Please repeat the records below exactly, from the first line through the line containing "position:absolute; left:15px; top:1182px;", and nothing more.

(Source material Opens)

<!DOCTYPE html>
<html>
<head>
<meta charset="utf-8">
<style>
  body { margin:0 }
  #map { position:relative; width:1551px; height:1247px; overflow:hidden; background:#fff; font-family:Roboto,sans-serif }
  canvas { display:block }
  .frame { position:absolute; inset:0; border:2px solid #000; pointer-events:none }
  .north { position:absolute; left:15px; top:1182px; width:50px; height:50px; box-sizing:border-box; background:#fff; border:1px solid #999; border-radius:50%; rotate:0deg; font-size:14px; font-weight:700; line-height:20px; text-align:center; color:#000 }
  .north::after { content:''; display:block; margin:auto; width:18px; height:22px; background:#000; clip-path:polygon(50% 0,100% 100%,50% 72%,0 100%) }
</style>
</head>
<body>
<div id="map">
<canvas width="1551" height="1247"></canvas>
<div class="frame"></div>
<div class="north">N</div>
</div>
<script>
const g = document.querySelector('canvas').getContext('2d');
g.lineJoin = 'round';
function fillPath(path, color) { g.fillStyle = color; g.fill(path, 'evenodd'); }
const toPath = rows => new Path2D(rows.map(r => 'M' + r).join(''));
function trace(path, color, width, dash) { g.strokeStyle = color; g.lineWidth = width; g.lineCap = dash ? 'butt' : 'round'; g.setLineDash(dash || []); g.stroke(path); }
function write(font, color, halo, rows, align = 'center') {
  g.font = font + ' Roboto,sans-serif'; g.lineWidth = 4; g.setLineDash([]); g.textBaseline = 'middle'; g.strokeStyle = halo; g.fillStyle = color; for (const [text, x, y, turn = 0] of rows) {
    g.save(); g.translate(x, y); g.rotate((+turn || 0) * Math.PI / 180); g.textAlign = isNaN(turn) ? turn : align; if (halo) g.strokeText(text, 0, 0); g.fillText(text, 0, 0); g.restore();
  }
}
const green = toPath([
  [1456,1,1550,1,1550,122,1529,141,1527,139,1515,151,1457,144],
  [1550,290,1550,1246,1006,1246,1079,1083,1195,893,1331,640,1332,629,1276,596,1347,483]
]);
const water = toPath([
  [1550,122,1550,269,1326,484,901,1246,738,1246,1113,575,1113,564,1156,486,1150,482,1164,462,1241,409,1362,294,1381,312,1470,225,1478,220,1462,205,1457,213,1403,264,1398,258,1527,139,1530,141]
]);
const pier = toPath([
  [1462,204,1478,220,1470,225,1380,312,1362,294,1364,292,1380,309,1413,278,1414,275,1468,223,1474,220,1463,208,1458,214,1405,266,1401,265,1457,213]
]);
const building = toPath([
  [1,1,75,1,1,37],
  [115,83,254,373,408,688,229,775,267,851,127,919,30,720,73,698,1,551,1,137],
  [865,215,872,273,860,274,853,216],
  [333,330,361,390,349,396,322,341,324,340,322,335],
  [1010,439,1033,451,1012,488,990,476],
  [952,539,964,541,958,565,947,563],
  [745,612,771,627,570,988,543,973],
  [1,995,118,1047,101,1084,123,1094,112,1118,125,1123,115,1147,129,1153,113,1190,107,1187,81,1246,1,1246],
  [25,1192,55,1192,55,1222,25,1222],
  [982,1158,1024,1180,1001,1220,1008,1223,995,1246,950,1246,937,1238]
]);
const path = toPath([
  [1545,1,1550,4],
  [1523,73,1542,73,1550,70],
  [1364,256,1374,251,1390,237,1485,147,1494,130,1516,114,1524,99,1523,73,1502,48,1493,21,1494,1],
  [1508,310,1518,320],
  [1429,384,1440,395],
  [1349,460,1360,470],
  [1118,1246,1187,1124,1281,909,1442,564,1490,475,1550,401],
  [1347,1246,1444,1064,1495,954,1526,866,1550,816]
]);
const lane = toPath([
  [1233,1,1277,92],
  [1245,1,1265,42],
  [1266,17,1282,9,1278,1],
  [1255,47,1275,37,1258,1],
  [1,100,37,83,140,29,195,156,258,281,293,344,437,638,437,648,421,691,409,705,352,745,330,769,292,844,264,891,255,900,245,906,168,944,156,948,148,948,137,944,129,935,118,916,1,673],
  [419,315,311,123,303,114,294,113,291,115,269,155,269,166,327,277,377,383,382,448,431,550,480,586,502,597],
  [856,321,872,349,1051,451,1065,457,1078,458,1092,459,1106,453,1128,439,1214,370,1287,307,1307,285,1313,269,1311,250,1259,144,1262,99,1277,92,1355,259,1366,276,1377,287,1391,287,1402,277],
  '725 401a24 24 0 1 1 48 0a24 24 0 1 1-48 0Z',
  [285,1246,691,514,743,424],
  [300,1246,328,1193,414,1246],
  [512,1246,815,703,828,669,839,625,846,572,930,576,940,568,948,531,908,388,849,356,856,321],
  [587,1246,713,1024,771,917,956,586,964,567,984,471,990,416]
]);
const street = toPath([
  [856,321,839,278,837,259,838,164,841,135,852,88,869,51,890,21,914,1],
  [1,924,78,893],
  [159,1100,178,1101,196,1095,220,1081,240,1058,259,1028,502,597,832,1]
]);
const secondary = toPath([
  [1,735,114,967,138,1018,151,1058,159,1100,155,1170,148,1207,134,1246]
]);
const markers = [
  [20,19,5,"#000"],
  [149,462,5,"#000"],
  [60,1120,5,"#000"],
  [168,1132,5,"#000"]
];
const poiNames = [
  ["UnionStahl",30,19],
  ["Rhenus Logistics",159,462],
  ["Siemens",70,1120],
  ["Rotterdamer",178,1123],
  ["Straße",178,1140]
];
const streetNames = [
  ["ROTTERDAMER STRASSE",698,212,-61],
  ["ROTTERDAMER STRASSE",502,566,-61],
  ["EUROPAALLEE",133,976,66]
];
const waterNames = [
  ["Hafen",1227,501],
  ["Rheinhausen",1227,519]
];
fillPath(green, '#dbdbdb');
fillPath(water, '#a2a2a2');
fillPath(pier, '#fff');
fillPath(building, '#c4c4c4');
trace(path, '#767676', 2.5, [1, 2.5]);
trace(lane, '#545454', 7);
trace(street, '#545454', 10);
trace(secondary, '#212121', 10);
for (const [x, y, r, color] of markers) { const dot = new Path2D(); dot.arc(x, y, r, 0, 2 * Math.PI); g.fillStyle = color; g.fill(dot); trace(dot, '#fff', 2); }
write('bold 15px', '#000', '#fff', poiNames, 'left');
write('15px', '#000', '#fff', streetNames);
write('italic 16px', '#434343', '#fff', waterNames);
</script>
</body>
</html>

(Source material Closes)

**Response area**
<!DOCTYPE html>
<html>
<head>
<meta charset="utf-8">
<style>
  body { margin:0 }
  #map { position:relative; width:1551px; height:1247px; overflow:hidden; background:#fff; font-family:Roboto,sans-serif }
  canvas { display:block }
  .frame { position:absolute; inset:0; border:2px solid #000; pointer-events:none }
  .north { position:absolute; left:15px; top:1182px; width:50px; height:50px; box-sizing:border-box; background:#fff; border:1px solid #999; border-radius:50%; rotate:0deg; font-size:14px; font-weight:700; line-height:20px; text-align:center; color:#000 }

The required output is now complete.